▶ _What the task requires_
Go through the entries below and copy each line that holds the word "lane".

[Items from a data source]
==================================================

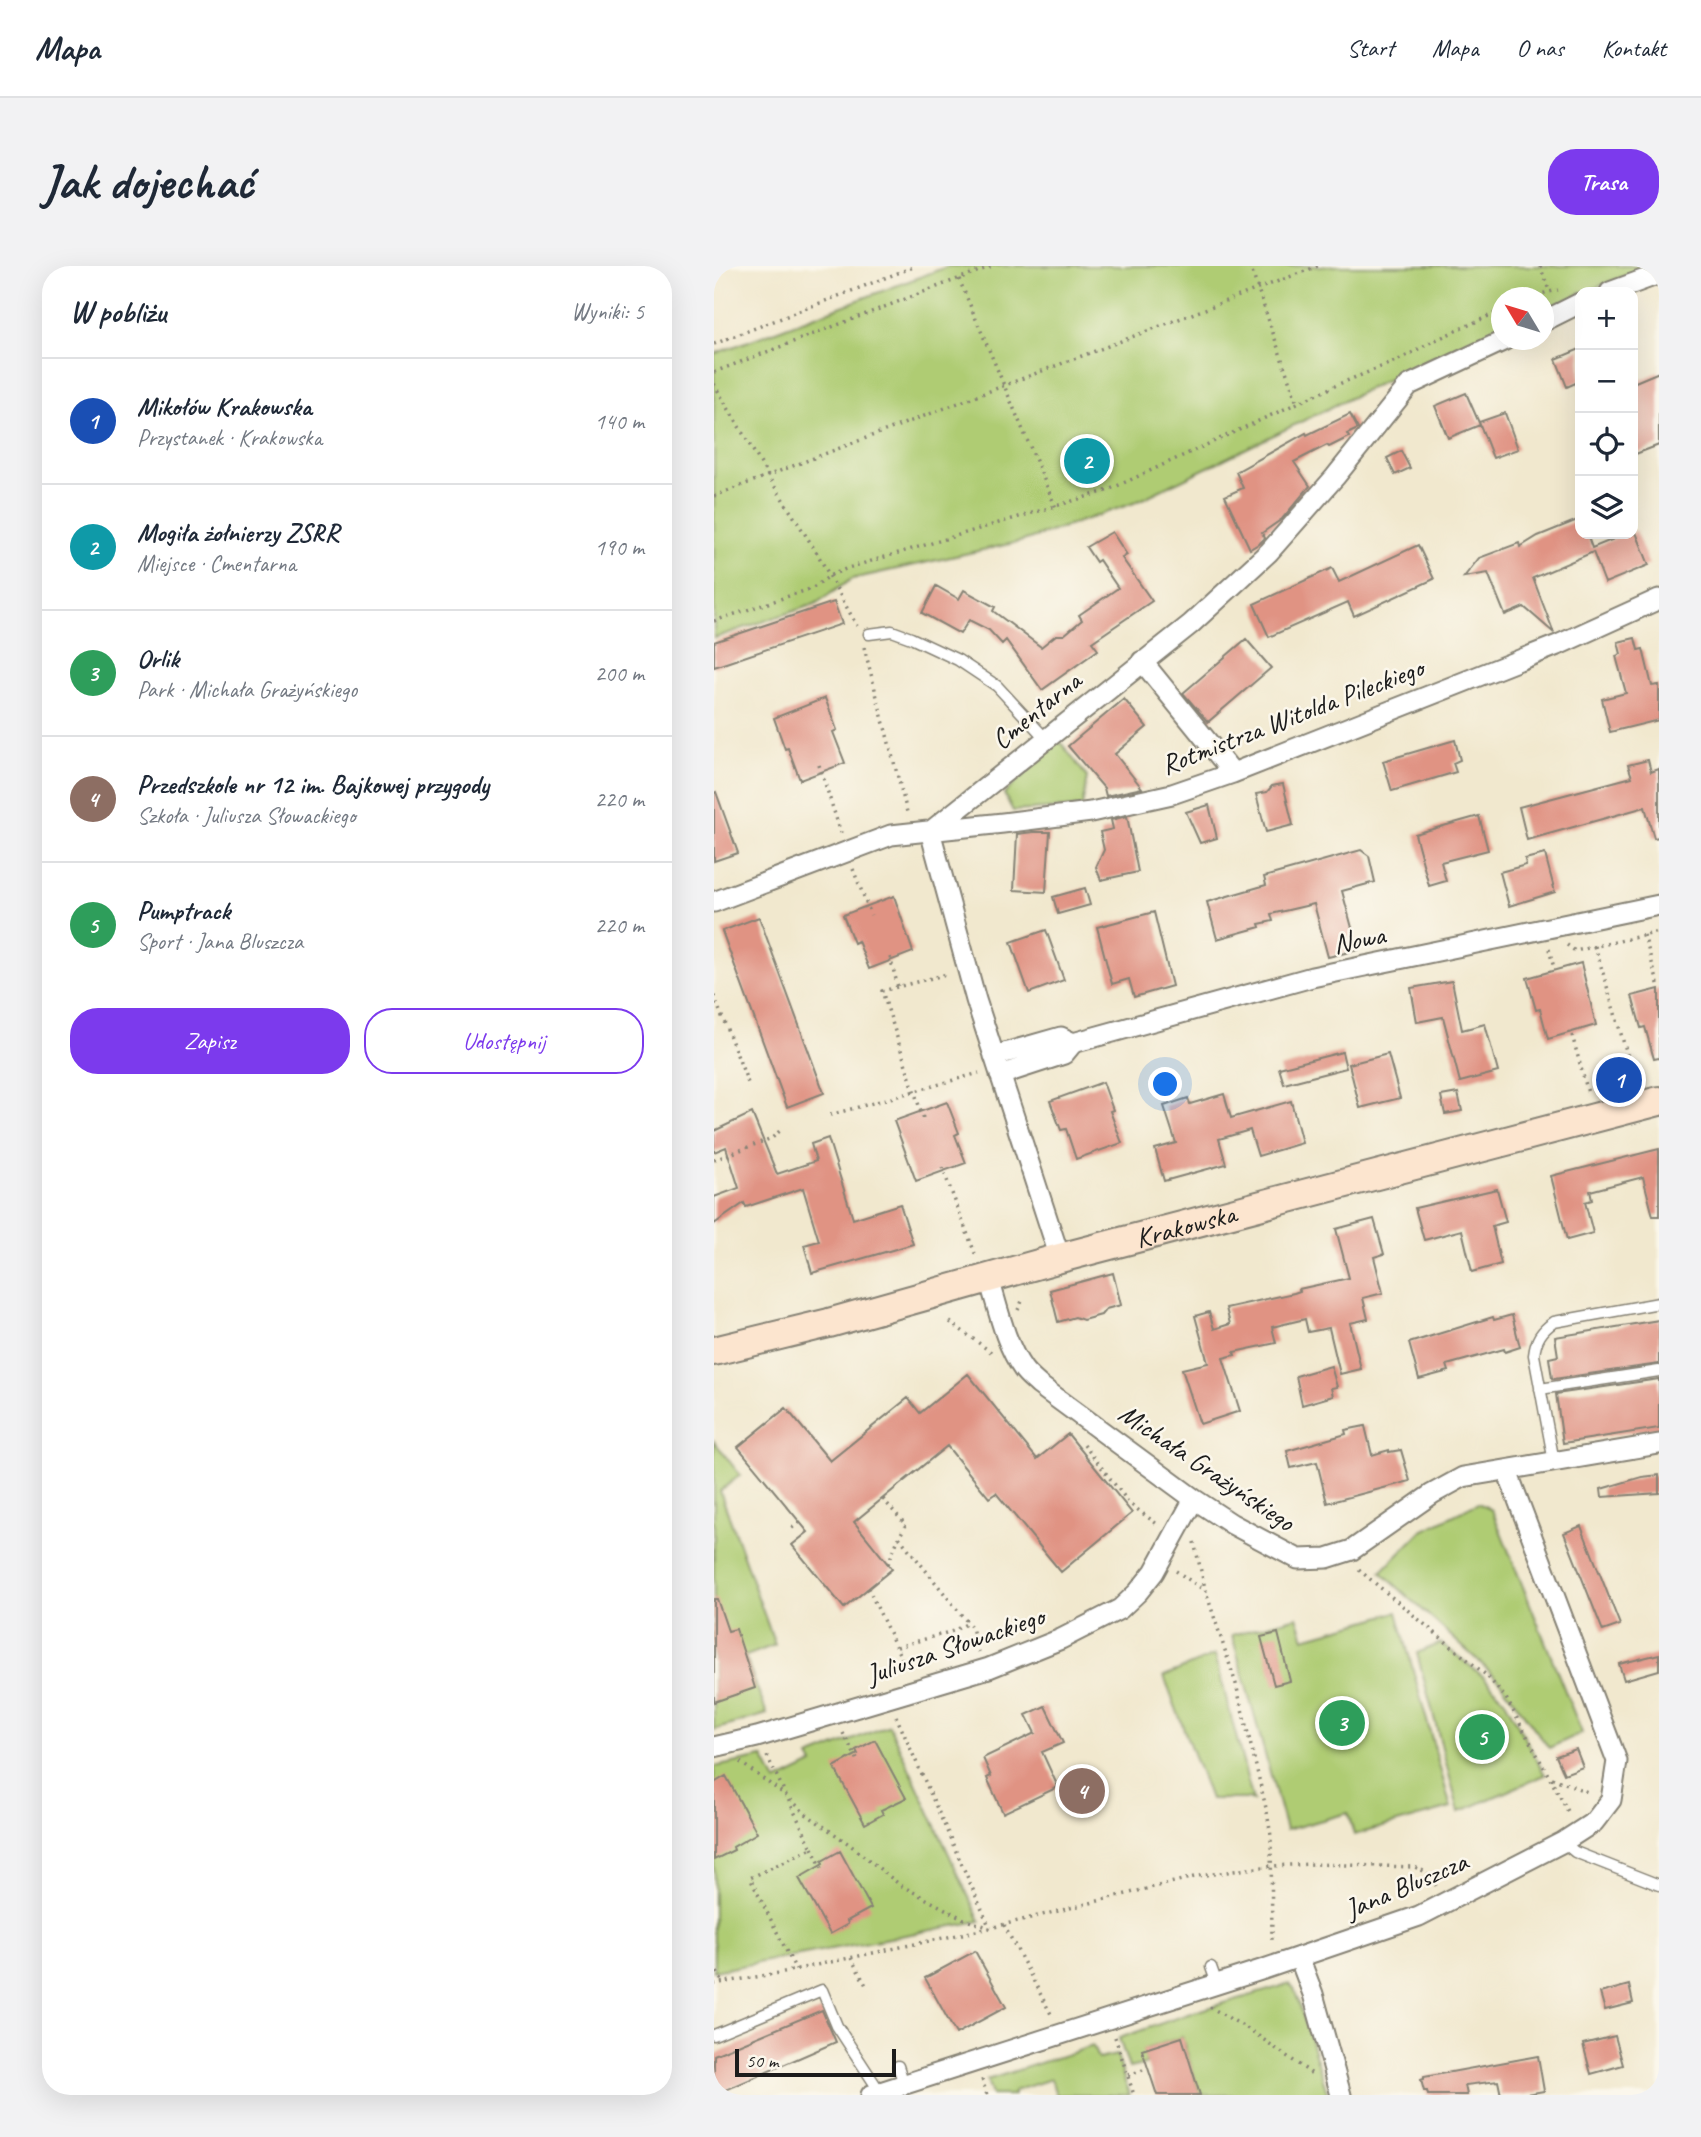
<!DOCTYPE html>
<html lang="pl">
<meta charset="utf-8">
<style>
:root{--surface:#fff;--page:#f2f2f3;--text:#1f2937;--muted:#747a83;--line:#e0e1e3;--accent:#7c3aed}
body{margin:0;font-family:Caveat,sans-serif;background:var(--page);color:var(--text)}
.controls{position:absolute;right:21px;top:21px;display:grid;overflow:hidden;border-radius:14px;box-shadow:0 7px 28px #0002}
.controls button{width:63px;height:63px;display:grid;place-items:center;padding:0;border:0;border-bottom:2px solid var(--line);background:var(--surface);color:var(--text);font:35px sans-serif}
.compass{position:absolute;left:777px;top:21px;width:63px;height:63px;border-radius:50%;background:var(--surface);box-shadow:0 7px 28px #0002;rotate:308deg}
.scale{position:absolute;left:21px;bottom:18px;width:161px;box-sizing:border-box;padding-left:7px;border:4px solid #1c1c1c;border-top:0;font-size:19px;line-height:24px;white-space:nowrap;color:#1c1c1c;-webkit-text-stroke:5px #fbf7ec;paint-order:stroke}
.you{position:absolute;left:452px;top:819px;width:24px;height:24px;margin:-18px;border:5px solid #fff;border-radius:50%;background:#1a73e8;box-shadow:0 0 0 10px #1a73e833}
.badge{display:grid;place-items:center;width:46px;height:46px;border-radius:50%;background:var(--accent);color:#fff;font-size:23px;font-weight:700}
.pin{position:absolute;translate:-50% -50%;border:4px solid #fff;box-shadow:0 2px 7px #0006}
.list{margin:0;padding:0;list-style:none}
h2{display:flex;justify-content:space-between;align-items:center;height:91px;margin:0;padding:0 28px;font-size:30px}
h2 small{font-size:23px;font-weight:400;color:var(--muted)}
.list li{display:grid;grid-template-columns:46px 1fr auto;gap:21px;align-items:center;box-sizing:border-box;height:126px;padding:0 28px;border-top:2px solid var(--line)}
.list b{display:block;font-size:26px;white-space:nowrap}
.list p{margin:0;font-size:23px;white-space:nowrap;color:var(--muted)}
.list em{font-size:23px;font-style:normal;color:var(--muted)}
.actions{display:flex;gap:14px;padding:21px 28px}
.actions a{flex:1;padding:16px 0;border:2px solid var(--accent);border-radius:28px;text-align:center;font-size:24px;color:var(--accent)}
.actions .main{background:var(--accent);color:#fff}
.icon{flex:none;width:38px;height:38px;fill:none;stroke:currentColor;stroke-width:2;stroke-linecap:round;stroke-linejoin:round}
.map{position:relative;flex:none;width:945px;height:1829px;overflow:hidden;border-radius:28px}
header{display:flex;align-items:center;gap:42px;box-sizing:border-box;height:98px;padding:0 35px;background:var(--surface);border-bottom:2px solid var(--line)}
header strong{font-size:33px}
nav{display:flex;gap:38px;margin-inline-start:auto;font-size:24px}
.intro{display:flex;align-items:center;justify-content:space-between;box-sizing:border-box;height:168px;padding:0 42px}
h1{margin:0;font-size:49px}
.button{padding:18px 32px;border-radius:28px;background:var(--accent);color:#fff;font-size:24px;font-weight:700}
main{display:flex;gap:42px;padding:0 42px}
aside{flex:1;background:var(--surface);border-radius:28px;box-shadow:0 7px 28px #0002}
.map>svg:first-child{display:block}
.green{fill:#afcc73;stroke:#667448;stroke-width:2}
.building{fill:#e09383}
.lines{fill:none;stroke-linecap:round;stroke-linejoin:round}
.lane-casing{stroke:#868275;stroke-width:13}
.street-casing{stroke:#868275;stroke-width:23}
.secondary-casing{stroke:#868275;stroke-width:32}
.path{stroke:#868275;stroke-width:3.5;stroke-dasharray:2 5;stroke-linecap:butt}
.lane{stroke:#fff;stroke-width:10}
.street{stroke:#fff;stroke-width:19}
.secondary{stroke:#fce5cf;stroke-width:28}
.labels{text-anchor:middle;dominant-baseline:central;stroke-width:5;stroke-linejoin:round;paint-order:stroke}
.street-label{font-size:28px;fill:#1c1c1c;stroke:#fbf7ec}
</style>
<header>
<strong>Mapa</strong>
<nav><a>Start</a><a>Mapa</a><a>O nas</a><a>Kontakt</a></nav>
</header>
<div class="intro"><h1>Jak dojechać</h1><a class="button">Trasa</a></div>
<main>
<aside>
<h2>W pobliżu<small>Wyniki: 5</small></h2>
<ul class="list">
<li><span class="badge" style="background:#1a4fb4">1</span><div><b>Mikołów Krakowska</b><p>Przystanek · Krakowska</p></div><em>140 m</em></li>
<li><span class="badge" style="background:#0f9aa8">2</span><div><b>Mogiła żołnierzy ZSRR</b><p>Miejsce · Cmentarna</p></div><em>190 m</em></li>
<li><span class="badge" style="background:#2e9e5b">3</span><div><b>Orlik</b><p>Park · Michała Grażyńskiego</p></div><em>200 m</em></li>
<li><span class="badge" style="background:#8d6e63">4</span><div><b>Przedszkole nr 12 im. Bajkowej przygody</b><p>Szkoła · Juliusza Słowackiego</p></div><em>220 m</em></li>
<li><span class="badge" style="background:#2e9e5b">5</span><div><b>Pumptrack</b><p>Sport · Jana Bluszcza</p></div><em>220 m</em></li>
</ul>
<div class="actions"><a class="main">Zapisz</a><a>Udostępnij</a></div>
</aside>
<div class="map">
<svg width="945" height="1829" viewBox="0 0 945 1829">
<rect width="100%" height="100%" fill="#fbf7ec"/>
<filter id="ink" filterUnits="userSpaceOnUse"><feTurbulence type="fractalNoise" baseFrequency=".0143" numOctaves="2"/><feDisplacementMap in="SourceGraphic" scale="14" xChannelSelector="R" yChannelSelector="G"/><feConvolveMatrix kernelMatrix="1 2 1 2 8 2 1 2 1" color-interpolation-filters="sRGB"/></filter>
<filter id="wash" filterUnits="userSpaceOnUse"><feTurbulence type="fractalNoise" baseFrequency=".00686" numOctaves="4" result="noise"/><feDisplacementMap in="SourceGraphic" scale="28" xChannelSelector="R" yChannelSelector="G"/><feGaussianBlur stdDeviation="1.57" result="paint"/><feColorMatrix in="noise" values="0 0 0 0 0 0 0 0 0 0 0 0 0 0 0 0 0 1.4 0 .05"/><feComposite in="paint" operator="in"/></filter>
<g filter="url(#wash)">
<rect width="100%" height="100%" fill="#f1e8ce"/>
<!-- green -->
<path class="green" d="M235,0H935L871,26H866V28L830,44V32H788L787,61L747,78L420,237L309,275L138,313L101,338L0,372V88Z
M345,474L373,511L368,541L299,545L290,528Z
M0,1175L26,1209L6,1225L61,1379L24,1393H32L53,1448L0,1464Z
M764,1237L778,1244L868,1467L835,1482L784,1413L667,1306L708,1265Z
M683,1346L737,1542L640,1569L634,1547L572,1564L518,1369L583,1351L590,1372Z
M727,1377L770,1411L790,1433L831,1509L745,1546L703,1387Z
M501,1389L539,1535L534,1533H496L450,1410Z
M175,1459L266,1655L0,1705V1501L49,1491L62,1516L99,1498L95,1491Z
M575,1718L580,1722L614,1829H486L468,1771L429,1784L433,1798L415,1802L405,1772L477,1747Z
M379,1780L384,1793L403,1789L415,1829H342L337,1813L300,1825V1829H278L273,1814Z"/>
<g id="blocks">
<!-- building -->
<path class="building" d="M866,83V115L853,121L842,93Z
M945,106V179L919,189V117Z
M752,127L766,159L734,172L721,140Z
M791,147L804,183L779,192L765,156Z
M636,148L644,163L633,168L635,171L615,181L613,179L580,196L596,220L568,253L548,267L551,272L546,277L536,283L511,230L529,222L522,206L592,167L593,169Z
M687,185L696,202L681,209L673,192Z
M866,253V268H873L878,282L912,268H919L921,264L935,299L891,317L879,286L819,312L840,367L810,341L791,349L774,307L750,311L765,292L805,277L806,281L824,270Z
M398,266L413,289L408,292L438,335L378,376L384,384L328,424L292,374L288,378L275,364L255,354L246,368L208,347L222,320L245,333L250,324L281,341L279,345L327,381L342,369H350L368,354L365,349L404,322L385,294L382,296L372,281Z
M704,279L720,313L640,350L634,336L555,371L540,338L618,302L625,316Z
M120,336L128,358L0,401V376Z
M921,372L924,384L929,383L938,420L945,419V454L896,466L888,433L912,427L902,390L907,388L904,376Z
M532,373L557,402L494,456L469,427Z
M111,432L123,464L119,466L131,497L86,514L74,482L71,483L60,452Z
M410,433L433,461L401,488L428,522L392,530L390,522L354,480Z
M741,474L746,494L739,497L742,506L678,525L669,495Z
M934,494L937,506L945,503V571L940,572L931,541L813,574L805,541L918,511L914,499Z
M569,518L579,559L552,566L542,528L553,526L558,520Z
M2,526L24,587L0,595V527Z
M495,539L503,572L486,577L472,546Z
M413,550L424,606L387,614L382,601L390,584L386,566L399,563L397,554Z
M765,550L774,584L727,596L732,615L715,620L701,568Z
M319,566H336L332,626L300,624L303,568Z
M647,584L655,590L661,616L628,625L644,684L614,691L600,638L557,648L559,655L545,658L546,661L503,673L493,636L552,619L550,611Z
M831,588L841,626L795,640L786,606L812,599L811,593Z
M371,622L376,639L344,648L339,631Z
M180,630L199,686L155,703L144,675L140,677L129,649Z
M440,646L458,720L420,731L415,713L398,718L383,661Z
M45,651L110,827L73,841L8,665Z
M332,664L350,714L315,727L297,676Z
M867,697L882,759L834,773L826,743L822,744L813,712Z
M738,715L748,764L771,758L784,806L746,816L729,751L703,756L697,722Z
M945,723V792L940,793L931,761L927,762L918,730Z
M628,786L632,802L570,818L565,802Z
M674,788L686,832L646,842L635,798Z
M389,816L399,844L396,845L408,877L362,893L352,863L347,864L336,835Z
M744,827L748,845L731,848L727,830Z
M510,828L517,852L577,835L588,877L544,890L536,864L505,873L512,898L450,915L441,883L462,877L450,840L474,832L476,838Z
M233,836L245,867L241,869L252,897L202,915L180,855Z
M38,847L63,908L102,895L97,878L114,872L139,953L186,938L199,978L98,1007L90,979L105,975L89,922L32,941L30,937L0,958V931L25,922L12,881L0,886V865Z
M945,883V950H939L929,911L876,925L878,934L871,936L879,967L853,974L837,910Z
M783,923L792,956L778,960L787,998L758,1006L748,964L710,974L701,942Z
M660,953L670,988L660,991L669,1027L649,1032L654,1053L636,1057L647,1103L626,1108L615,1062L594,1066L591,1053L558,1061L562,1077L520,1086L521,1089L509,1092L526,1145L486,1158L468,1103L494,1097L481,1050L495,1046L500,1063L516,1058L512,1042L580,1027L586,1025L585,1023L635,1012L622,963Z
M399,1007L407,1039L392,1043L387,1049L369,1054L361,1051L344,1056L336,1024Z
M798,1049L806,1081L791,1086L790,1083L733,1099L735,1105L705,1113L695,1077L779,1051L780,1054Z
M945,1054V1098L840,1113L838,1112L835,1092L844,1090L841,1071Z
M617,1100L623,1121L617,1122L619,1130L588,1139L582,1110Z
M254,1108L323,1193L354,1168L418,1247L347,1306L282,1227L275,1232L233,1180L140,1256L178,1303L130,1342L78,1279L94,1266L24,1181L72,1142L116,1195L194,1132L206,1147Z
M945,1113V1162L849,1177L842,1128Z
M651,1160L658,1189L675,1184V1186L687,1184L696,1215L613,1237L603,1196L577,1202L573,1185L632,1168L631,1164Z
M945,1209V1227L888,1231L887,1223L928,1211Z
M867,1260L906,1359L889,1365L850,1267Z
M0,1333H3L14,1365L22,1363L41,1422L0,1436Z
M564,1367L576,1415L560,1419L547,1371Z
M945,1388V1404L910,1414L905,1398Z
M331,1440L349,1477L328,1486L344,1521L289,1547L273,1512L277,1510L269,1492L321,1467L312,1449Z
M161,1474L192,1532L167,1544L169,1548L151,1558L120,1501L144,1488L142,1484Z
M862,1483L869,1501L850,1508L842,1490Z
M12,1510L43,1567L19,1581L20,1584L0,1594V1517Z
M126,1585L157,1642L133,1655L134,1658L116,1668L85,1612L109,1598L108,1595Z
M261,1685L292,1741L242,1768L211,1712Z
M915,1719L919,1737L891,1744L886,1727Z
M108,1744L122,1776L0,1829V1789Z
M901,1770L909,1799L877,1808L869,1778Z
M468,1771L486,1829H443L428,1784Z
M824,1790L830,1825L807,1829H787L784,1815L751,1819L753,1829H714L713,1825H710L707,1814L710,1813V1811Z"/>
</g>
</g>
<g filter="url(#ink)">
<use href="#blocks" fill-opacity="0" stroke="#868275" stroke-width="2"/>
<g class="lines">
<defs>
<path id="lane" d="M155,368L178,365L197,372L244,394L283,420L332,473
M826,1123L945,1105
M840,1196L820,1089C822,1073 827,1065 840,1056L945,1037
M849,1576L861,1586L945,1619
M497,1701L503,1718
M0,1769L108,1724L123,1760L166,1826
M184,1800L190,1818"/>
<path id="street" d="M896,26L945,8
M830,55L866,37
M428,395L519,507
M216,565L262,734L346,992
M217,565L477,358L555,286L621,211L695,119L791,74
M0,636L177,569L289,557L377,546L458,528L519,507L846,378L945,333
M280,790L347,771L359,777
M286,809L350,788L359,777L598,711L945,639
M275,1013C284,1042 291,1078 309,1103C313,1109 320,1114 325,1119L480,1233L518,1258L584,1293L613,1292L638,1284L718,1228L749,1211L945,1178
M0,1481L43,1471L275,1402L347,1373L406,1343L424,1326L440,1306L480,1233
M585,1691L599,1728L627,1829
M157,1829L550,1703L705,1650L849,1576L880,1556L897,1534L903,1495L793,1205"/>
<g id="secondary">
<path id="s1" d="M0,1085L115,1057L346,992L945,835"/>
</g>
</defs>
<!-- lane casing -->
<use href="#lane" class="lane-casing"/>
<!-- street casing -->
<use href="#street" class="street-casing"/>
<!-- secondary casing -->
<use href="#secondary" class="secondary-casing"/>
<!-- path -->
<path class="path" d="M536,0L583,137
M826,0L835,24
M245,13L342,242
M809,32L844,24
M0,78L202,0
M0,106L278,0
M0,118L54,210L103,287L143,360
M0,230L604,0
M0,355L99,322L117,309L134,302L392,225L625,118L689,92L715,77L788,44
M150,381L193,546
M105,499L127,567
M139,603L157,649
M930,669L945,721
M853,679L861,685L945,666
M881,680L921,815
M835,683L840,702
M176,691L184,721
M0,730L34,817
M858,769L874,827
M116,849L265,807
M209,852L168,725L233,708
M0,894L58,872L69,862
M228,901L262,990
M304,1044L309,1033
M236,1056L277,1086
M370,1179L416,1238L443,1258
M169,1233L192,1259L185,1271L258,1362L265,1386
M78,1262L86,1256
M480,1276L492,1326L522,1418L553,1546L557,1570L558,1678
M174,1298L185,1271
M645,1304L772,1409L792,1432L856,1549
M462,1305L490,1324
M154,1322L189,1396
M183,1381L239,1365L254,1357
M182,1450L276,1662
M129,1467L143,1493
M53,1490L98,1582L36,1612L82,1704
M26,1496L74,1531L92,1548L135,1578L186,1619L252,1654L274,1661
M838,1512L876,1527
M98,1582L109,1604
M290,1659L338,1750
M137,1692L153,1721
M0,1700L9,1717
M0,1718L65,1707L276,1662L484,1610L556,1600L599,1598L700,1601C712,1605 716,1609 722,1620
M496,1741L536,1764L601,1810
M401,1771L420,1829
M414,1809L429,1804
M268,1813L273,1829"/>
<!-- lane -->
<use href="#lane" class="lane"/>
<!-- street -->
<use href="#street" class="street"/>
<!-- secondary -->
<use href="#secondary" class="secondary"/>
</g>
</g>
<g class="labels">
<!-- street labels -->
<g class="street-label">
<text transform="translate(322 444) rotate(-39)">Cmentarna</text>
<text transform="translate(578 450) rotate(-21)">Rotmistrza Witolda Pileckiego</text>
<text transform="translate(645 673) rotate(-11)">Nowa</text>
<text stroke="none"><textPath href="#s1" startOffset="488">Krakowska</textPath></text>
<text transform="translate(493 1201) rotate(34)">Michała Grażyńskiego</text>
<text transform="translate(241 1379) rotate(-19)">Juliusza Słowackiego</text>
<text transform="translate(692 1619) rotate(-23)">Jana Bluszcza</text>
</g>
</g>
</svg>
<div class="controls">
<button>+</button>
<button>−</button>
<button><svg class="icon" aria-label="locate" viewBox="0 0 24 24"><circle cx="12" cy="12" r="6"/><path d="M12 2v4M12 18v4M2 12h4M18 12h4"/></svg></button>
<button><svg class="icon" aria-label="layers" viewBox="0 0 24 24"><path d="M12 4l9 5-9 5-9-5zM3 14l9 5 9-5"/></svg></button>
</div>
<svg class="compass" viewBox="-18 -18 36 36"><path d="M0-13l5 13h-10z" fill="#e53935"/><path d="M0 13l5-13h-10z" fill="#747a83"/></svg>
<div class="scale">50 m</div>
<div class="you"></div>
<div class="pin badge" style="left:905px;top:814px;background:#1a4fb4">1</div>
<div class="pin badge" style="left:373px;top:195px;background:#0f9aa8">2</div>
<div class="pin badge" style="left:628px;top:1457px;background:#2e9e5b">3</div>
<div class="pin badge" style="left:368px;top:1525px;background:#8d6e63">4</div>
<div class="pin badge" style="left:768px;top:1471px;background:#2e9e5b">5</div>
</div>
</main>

==================================================

▶ _Exercise solution_
.lane-casing{stroke:#868275;stroke-width:13}
.lane{stroke:#fff;stroke-width:10}
<path id="lane" d="M155,368L178,365L197,372L244,394L283,420L332,473
<!-- lane casing -->
<use href="#lane" class="lane-casing"/>
<!-- lane -->
<use href="#lane" class="lane"/>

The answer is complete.